Tracer testing in the Svartsengi geothermal field in 2015
Author: Sigrún Brá Sverrisdóttir
Year: 2016
Supervisor: Guðni Axelsson & Ágúst Valfells
The project was conducted in cooperation with ÍSOR and HS Orka.
Abstract
The Svartsengi geothermal field has been utilized for district heating since 1976 and electricity generation since 1980. Some complications due to the utilization have arisen throughout the years. Those include a rapid pressure drawdown in the field and issues regarding waste water management. The continuous injection of spent geothermal fluid began in 1998 when SV-17 was taken into use. With the addition of SV-24 as an injection well in 2008, the injection rate was slowly increased to 60% of the extraction rate. Pressure measurements showed that the
injection provided pressure support to the field, but the addition of a new energy plant and increased production from the field reintroduced the trend of declining field pressure. An important part of geothermal field management is to monitor
injection wells and study the ability to increase reinjection. In the summer of 2015 a threefold tracer test was performed in Svartsengi for that purpose. Liquid phase tracers were injected into wells SV-17 and SV-24, 2,7-napthalene disulfonate and
2,6-napthalene disuldonate, and a steam tracer, sulfurhexafluoride, was injected into SV-24. Samples have since been taken from all production wells in the field with
the addition of the monitoring well in Eldvörp. At the time of writing the 2,6-NDS has only been detected in well SV-9, while no signs have been noted of 2,7-NDS.

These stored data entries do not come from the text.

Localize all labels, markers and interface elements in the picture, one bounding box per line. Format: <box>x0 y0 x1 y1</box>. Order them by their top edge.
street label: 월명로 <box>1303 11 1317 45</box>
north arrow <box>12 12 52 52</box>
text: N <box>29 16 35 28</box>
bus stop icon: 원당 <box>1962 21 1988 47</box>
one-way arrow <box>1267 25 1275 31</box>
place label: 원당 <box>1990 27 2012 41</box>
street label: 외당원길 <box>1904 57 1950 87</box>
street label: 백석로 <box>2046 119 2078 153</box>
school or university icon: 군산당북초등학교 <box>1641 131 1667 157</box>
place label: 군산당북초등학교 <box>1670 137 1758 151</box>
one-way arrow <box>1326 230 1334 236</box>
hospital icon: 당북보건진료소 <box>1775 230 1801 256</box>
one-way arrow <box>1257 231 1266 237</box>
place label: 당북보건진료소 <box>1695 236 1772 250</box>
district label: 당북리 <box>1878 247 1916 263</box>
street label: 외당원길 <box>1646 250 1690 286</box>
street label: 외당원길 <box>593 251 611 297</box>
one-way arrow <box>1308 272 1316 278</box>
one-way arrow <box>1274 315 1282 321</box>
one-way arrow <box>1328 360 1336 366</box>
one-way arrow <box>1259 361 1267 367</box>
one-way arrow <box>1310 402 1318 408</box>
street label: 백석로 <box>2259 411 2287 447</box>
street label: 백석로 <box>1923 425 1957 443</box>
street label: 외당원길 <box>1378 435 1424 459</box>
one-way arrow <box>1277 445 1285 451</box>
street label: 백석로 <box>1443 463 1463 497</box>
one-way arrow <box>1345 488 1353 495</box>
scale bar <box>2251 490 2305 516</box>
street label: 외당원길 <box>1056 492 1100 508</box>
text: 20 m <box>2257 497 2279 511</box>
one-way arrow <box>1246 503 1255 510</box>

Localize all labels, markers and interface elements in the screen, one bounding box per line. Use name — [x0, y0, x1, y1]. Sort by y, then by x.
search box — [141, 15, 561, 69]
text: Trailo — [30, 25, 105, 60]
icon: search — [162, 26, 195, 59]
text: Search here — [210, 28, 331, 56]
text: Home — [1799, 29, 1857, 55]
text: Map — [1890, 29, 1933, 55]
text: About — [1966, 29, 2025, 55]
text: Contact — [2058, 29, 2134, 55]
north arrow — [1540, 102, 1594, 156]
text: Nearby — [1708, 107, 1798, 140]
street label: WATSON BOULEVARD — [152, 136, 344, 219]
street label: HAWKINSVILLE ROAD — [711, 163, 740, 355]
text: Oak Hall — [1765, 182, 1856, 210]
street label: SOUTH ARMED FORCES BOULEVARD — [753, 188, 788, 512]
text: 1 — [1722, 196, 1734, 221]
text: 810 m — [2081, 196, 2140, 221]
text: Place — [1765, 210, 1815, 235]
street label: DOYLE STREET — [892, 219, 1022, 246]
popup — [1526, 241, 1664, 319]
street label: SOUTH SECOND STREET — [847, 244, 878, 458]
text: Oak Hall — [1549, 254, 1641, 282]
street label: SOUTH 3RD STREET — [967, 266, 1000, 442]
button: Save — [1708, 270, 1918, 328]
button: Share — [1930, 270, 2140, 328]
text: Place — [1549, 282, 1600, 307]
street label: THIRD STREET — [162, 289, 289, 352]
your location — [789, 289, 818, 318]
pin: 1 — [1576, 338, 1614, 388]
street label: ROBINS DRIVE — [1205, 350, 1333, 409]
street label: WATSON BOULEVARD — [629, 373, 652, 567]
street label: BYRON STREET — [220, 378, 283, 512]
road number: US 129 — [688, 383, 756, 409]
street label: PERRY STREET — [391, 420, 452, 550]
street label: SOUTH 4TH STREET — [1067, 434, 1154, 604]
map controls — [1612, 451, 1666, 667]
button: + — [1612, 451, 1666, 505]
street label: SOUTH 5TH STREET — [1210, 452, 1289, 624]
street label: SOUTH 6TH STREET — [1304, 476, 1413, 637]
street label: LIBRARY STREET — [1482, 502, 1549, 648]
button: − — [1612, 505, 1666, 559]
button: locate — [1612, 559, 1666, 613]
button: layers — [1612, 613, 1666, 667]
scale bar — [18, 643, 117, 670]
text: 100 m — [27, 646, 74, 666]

However, the steam tracer has been detected in all production wells and sampling for that has been terminated, but no signs were detected in the well in Eldvörp.
The tracer returns were modelled quantitatively using a couple of programs from the ICEBOX software package from ÍSOR. TRINV was used to simulate the tracer recovery based on the theory of solute transport and one dimensional flow channel models. TRCOOL was used to predict the cooling in the production wells due to the injection. Only 0.035% of the injected steam phase tracer was recovered in the production wells, indicating a very modest recharge from the injection well to the production wells. Well SV-23 had the largest tracer recovery, but SV-11
experienced the highest tracer concentration. Cooling predictions were calculated for the current injection scenario in well SV-24 and for a scenario where the current
injection rate was doubled, for 30 years. For both scenarios the model predicted an insignificant cooling in production wells over the 30 year period.